Аггей взял его за плечи и усадил.
— Я ведь ничего не сказал, — смутился он. — Может, и тебе сила дадена. Вот уж и скипятился, точно самоварчик с угольками.
(Тотчас поняв, что будет лишним, Пчхов вспомнил, что собирался в баню. Скоро он и ушел, насовав чего-то в плетеный кузовок. Привыкнув к разному, Пчхов не удивлялся ничему.)
Затем наступило тягостное молчание: слишком уж прозрачны были цели у обоих. Однако у Фирсова на коленях уже лежала книжка, и он рисовал туда небрежным карандашом. Сперва получалась миленькая девушка, но вот к ней сами собой приросли усы, и вышел сам румяный девушкин соблазнитель.
— Знаешь, зачем я позвал тебя? — грубо спросил Аггей, поглядывая, как девушкин соблазнитель наспех обрастал бородкой, все старея и обезображиваясь.
— Пожалуй, и знаю, — покривился Фирсов, приделывая к волосатой харе пышный нос и обмазывая все сооружение несусветными бакенбардами. — Умирать не страшно, страшно сдыхать… Догадываюсь и с очевидным нетерпением жду! — крикнул он, и карандаш бешено зачертил страничку огромной мочалкой. — Векшин мне говорил, только я не совсем понял его…

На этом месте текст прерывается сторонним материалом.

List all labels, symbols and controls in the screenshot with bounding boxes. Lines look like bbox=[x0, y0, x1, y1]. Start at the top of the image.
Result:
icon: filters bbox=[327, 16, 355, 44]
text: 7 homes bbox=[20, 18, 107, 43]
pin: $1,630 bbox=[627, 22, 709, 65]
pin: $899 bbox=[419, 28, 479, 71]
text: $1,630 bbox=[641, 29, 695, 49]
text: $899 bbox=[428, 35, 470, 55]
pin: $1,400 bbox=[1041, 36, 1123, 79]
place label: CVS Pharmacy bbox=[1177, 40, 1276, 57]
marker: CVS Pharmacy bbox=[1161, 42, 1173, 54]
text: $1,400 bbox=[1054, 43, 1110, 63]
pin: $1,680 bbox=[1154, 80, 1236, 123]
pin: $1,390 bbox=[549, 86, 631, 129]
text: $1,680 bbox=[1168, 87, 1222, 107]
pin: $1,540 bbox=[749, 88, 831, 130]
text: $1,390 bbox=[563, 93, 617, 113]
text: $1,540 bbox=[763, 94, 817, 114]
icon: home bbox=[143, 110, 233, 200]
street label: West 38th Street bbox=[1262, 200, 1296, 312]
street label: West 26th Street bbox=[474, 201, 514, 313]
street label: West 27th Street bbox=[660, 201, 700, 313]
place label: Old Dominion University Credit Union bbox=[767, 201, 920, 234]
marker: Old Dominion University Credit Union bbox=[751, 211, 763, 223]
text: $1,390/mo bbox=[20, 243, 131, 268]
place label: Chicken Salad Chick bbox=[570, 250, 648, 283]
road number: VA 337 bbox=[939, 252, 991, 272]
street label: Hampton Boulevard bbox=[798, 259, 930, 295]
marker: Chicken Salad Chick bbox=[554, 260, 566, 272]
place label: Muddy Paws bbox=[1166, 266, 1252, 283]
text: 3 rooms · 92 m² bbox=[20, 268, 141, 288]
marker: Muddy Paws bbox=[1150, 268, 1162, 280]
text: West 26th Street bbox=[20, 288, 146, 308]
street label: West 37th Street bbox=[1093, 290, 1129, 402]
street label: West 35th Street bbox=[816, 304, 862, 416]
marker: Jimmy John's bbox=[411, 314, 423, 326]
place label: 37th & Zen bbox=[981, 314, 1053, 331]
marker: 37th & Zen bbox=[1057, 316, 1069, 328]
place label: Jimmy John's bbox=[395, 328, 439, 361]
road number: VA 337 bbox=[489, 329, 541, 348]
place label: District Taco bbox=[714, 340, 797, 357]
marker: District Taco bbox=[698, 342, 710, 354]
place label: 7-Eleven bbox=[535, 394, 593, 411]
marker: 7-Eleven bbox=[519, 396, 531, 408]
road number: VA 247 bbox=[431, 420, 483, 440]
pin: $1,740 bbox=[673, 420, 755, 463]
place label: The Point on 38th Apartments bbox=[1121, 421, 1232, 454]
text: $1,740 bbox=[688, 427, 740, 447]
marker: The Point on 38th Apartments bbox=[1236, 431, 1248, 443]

— …говорил, не понял, — в раздумьи повторил Аггей и, протянув руку, прикрыл фирсовскую книжку, раздражавшую его внимание. Но Фирсов раскрыл ее снова, и вторично закрыть ее Аггей не посмел. Что-то происходило в нем: будто затеплилась скудная, чадная лампада в его больных глазах, не выпускавших пойманного света. Фирсов слышал, что они убивали прежде, чем его руки. Вдруг прорвалось: — Напиши, напиши про меня. Ты все можешь… ишь, лоб-то играет как! Ты спрашивай, если непонятно станет. Видишь, любезный…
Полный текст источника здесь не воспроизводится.